## Data records
Content starts
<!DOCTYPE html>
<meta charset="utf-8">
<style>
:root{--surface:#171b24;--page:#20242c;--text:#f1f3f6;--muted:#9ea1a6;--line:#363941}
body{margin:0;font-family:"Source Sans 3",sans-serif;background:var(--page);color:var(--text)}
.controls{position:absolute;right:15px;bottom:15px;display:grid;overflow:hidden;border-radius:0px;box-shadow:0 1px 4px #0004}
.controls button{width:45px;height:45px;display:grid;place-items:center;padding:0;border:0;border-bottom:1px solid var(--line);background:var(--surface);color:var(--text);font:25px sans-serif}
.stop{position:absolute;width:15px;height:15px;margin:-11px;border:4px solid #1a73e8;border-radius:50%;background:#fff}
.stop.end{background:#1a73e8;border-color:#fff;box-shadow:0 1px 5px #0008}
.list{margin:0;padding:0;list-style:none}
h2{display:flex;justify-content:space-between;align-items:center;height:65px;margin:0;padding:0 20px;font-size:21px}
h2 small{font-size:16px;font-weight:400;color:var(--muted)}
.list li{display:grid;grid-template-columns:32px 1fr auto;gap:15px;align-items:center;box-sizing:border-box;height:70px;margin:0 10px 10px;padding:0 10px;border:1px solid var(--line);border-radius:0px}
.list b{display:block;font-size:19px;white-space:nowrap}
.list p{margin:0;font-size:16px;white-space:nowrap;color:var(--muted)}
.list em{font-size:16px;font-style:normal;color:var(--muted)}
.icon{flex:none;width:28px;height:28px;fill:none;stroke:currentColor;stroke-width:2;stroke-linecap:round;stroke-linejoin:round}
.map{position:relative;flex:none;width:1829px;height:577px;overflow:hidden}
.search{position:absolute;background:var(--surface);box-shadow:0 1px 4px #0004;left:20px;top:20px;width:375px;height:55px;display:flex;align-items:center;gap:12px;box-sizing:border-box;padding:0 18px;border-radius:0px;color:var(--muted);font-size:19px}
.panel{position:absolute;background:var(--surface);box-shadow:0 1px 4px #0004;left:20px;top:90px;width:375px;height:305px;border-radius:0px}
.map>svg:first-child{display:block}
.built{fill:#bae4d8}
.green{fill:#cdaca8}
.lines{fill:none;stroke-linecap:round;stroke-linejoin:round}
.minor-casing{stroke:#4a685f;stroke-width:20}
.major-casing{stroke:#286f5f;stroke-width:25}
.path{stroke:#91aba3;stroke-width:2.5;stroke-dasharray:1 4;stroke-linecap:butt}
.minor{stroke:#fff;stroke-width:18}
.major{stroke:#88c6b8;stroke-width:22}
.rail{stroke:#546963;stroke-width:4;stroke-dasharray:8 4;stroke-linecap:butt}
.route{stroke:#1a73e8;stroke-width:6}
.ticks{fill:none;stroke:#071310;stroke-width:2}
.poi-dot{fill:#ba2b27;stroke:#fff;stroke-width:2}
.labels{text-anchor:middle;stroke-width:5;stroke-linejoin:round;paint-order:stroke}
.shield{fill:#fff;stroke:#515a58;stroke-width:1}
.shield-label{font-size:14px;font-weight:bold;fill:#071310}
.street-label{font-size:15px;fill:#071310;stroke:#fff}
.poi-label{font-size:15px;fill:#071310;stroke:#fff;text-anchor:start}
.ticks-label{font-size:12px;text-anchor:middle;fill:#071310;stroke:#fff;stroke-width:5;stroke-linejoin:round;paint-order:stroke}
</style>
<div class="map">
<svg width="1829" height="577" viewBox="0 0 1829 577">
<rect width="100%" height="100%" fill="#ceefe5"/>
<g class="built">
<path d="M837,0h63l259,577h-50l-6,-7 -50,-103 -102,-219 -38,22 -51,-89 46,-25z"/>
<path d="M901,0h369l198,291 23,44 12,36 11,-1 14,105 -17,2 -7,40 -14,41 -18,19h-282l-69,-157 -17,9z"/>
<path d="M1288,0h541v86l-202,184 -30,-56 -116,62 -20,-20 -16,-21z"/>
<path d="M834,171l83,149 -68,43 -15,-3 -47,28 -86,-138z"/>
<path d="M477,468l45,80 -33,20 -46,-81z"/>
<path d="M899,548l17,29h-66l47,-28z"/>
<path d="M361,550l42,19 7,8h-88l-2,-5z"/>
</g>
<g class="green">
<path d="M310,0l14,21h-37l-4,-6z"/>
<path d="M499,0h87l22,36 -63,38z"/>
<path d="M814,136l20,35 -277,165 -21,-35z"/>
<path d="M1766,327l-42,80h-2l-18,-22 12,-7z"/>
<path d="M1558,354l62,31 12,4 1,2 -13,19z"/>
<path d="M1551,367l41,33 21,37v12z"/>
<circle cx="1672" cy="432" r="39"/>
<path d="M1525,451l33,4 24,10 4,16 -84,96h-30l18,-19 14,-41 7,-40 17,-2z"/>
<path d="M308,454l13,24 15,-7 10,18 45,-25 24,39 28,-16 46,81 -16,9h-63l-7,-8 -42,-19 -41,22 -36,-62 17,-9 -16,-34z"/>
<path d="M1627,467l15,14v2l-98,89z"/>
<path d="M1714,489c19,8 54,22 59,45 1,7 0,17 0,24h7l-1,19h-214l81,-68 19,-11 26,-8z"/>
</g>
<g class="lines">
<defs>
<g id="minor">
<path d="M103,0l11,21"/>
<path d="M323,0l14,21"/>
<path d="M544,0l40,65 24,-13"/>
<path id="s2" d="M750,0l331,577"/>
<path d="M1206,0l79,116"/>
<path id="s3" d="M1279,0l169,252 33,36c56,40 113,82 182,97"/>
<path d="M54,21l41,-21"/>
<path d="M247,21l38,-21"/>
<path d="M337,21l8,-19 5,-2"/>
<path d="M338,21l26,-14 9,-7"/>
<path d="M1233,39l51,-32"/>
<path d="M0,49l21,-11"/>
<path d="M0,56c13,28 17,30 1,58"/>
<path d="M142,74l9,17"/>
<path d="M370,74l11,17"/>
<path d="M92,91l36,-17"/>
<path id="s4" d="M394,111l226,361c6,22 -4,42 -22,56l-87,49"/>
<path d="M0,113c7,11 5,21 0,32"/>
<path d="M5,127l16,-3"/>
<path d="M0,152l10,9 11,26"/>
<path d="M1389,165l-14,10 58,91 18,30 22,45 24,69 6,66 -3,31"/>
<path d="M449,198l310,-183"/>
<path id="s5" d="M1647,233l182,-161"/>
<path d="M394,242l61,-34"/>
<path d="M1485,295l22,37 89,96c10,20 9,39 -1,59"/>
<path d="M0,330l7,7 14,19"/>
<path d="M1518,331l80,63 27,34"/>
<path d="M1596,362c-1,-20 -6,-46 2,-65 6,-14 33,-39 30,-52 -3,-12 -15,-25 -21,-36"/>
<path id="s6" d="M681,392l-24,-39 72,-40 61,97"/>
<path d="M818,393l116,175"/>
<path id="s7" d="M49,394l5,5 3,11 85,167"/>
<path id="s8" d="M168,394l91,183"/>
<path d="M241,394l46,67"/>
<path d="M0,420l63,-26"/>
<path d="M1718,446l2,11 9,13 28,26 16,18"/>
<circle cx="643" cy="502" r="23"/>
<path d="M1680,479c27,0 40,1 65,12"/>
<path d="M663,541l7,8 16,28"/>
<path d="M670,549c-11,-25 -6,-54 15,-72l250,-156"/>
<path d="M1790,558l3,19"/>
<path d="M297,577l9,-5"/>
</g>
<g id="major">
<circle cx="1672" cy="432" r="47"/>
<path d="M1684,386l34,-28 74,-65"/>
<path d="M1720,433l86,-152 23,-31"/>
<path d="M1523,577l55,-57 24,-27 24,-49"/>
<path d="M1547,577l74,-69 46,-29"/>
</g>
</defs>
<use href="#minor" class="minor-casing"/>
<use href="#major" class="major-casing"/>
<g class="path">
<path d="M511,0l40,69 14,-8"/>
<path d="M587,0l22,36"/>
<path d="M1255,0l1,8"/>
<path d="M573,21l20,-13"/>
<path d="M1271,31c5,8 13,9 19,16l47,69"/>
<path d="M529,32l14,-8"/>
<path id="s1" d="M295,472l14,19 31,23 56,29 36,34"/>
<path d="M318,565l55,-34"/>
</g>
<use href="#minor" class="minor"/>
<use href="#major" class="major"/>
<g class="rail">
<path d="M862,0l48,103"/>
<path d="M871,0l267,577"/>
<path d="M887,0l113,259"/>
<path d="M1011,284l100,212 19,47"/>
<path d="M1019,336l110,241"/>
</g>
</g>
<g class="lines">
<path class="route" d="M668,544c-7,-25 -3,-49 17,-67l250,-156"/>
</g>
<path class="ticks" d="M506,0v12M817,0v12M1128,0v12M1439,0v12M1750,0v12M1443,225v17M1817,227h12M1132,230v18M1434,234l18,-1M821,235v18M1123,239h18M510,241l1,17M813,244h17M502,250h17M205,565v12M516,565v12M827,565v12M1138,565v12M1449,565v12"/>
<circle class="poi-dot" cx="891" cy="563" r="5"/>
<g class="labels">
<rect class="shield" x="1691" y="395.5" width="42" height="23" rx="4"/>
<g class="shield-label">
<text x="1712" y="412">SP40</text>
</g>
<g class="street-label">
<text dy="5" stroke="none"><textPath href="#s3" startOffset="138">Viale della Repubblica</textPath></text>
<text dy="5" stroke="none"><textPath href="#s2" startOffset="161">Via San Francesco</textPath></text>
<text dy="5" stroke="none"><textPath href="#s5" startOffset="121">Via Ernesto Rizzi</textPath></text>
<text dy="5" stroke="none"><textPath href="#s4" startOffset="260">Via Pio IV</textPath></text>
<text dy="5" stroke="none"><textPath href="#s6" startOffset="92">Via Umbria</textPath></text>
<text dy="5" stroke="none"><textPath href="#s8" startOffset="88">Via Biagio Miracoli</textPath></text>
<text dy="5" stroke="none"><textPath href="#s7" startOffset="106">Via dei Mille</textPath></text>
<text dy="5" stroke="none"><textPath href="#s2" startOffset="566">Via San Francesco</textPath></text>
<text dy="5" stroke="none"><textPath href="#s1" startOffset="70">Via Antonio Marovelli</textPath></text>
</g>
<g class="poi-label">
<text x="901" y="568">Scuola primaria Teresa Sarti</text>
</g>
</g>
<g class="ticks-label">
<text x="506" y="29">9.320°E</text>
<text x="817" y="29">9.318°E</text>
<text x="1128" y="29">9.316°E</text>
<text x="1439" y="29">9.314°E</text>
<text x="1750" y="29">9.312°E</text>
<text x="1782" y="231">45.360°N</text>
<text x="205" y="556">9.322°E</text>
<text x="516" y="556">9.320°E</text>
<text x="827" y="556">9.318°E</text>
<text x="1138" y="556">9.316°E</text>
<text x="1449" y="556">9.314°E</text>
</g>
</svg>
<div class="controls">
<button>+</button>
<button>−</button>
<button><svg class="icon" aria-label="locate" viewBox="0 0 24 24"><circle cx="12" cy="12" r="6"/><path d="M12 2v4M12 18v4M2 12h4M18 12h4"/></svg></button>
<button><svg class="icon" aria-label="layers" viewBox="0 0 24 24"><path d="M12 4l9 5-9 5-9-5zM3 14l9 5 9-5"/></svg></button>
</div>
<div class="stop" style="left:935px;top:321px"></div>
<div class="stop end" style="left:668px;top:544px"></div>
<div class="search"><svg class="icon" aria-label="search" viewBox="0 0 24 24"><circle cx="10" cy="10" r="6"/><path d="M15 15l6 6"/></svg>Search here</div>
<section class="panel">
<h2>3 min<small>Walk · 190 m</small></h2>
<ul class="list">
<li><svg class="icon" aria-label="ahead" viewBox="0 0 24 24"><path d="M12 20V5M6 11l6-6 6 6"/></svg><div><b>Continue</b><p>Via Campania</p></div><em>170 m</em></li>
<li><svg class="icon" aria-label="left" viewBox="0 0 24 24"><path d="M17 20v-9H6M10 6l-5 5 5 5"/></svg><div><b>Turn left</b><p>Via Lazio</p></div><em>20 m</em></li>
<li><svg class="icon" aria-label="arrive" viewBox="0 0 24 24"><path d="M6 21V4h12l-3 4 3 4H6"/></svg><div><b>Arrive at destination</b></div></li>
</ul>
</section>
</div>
Content ends
## What is being asked
Scan the records above for lines with the word "sans", then say how many there are, giving the number alone.

## Response
2